- **ASSIGNED TASK**
The listing that follows must be retyped in full, exactly.

- **RAW DATA**
——————

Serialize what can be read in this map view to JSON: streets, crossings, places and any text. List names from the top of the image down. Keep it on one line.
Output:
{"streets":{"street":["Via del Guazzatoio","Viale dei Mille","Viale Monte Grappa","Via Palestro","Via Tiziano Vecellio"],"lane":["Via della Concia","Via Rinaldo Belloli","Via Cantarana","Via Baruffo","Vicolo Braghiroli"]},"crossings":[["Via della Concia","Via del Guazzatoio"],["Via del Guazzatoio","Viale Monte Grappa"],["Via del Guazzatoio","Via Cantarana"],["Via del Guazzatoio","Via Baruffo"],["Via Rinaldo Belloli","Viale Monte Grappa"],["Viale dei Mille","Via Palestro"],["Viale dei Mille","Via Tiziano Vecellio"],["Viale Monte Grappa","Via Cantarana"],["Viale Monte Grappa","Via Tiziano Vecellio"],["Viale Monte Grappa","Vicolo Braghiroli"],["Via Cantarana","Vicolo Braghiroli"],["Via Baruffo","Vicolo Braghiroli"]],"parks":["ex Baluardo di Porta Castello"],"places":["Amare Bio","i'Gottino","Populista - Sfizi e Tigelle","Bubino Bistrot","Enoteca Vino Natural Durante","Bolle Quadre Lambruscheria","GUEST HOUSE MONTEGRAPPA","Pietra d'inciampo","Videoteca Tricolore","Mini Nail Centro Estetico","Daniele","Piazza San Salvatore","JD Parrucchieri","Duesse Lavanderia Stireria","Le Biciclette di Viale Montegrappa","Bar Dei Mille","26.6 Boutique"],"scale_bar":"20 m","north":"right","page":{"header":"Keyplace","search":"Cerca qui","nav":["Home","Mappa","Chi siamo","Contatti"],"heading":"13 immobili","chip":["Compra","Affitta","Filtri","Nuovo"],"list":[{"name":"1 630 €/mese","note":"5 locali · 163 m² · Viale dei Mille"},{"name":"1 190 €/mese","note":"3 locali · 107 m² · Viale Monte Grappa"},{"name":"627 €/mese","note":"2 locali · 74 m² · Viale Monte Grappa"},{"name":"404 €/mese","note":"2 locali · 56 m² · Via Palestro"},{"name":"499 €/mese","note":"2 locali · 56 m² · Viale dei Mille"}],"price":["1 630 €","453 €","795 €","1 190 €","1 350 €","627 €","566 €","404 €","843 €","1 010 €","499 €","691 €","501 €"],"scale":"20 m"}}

——————

- **SOLUTION FOR THIS EXERCISE**
Serialize what can be read in this map view to JSON: streets, crossings, places and any text. List names from the top of the image down. Keep it on one line.
Output:
{"streets":{"street":["Via del Guazzatoio","Viale dei Mille","Viale Monte Grappa","Via Palestro","Via Tiziano Vecellio"],"lane":["Via della Concia","Via Rinaldo Belloli","Via Cantarana","Via Baruffo","Vicolo Braghiroli"]},"crossings":[["Via della Concia","Via del Guazzatoio"],["Via del Guazzatoio","Viale Monte Grappa"],["Via del Guazzatoio","Via Cantarana"],["Via del Guazzatoio","Via Baruffo"],["Via Rinaldo Belloli","Viale Monte Grappa"],["Viale dei Mille","Via Palestro"],["Viale dei Mille","Via Tiziano Vecellio"],["Viale Monte Grappa","Via Cantarana"],["Viale Monte Grappa","Via Tiziano Vecellio"],["Viale Monte Grappa","Vicolo Braghiroli"],["Via Cantarana","Vicolo Braghiroli"],["Via Baruffo","Vicolo Braghiroli"]],"parks":["ex Baluardo di Porta Castello"],"places":["Amare Bio","i'Gottino","Populista - Sfizi e Tigelle","Bubino Bistrot","Enoteca Vino Natural Durante","Bolle Quadre Lambruscheria","GUEST HOUSE MONTEGRAPPA","Pietra d'inciampo","Videoteca Tricolore","Mini Nail Centro Estetico","Daniele","Piazza San Salvatore","JD Parrucchieri","Duesse Lavanderia Stireria","Le Biciclette di Viale Montegrappa","Bar Dei Mille","26.6 Boutique"],"scale_bar":"20 m","north":"right","page":{"header":"Keyplace","search":"Cerca qui","nav":["Home","Mappa","Chi siamo","Contatti"],"heading":"13 immobili","chip":["Compra","Affitta","Filtri","Nuovo"],"list":[{"name":"1 630 €/mese","note":"5 locali · 163 m² · Viale dei Mille"},{"name":"1 190 €/mese","note":"3 locali · 107 m² · Viale Monte Grappa"},{"name":"627 €/mese","note":"2 locali · 74 m² · Viale Monte Grappa"},{"name":"404 €/mese","note":"2 locali · 56 m² · Via Palestro"},{"name":"499 €/mese","note":"2 locali · 56 m² · Viale dei Mille"}],"price":["1 630 €","453 €","795 €","1 190 €","1 350 €","627 €","566 €","404 €","843 €","1 010 €","499 €","691 €","501 €"],"scale":"20 m"}}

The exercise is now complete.